▶ **Exercise aim**
Search the material for "breaks" and show all lines that contain it.

▶ **Material supplied**
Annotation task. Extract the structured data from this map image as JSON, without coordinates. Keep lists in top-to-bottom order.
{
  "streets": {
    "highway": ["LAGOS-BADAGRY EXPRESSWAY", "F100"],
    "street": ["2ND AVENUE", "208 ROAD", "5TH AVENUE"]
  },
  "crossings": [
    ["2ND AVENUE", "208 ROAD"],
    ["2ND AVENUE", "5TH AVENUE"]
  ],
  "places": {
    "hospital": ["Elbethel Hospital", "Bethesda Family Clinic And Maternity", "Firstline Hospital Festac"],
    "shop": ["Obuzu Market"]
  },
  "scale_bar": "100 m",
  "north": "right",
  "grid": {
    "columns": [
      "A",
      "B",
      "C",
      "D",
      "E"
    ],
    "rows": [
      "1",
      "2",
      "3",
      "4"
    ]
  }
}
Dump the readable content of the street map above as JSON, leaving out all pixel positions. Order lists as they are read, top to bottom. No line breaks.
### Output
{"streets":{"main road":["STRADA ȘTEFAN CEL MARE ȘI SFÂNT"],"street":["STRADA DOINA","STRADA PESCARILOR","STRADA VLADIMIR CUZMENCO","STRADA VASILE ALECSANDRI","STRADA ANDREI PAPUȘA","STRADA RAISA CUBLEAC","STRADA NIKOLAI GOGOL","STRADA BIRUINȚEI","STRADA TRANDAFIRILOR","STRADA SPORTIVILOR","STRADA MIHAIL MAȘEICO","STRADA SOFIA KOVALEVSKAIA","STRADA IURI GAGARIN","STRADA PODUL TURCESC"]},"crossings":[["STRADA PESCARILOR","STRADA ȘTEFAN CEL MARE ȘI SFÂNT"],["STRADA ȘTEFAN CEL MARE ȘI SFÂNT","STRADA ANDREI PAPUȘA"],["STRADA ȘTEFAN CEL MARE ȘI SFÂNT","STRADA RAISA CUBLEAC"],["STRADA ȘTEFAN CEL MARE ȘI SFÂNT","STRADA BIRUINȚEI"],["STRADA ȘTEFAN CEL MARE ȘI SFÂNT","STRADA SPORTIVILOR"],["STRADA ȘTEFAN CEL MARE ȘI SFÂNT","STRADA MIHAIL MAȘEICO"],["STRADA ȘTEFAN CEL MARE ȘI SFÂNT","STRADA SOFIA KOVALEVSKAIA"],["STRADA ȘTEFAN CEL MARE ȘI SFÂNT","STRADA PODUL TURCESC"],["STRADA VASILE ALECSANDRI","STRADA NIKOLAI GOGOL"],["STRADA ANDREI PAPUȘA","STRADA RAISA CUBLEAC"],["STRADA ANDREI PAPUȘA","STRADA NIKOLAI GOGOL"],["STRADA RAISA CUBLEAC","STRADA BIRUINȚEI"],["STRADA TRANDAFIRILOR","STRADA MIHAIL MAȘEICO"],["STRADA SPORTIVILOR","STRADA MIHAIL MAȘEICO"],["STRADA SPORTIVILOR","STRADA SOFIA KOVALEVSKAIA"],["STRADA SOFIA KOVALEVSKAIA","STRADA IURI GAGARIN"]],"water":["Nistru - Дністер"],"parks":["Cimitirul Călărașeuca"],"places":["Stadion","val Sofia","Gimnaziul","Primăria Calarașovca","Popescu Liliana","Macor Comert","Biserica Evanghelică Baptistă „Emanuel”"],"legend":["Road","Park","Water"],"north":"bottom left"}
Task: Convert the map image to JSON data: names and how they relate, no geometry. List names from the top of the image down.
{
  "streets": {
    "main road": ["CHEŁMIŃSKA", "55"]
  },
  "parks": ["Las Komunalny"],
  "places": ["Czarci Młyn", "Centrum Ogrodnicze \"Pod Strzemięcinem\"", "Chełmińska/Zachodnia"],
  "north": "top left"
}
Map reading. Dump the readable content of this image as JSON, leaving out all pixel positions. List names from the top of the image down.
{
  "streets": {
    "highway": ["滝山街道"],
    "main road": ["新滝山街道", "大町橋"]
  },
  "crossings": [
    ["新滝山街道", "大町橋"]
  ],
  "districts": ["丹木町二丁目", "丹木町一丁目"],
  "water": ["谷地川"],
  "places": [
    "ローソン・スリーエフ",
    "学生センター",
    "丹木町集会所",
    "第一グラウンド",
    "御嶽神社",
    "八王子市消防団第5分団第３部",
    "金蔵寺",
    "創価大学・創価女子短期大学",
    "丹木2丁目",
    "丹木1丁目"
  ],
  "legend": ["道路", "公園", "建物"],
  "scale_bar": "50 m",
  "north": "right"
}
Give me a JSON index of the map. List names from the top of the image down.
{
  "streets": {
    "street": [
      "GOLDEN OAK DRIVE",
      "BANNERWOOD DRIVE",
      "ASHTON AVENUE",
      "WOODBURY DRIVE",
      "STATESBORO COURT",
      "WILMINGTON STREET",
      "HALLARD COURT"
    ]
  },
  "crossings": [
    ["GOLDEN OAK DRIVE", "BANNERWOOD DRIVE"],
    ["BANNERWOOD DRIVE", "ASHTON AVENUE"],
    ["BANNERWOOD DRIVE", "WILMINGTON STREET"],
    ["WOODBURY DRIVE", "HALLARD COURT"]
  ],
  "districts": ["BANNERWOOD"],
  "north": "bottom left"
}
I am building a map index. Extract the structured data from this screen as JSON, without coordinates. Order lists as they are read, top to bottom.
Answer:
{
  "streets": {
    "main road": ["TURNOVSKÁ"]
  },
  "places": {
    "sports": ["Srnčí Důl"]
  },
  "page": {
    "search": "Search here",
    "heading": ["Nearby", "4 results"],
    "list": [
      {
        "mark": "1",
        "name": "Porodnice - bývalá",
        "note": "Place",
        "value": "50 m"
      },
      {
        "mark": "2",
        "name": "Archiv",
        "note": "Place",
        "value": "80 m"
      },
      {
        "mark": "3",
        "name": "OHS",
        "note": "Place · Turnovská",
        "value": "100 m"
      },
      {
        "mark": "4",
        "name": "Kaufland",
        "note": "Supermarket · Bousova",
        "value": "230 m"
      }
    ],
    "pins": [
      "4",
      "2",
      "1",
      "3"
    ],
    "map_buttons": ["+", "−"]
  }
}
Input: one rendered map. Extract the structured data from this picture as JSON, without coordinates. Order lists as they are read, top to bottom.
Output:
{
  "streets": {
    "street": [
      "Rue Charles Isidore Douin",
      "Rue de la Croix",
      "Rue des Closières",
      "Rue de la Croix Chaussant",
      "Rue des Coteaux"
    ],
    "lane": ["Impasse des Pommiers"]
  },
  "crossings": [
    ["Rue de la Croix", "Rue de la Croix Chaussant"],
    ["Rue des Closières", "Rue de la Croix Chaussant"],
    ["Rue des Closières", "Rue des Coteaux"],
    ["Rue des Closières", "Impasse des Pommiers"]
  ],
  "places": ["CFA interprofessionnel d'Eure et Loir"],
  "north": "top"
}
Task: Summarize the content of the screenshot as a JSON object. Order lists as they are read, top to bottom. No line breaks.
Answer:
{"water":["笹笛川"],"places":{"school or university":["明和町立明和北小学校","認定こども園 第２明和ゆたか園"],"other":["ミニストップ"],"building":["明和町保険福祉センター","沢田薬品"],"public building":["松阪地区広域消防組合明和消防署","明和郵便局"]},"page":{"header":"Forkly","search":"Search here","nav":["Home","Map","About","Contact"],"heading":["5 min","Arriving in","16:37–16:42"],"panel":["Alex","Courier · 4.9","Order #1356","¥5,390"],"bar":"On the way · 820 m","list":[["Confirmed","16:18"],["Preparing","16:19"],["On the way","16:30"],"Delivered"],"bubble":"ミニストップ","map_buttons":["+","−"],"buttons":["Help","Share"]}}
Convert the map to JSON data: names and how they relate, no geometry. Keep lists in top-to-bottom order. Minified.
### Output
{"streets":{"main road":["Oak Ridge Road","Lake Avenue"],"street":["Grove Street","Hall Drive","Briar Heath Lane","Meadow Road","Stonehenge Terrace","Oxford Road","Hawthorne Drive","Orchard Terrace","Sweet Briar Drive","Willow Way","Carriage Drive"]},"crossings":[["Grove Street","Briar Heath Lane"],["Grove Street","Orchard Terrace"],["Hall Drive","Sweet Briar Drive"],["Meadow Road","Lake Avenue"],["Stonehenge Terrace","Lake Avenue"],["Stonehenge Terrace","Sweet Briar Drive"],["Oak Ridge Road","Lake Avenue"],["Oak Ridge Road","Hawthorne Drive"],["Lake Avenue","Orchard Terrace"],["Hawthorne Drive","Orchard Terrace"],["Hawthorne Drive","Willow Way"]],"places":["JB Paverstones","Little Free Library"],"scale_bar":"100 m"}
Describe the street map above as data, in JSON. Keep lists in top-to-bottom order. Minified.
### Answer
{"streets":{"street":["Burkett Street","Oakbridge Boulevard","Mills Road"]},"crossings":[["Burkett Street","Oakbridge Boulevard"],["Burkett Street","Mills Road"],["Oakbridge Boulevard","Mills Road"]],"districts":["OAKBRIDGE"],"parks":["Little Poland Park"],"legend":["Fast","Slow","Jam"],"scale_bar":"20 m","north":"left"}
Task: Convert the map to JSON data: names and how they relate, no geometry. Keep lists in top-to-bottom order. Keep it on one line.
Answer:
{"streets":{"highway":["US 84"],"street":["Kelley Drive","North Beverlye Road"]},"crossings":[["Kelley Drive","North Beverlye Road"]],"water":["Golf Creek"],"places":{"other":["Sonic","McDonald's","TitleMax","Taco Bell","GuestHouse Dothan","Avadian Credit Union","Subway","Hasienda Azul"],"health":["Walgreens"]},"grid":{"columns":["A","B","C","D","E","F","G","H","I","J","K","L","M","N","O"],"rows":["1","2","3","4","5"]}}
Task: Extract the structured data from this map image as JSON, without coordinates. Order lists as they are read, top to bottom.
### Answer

▶ **Task solution**
Dump the readable content of the street map above as JSON, leaving out all pixel positions. Order lists as they are read, top to bottom. No line breaks.
Task: Summarize the content of the screenshot as a JSON object. Order lists as they are read, top to bottom. No line breaks.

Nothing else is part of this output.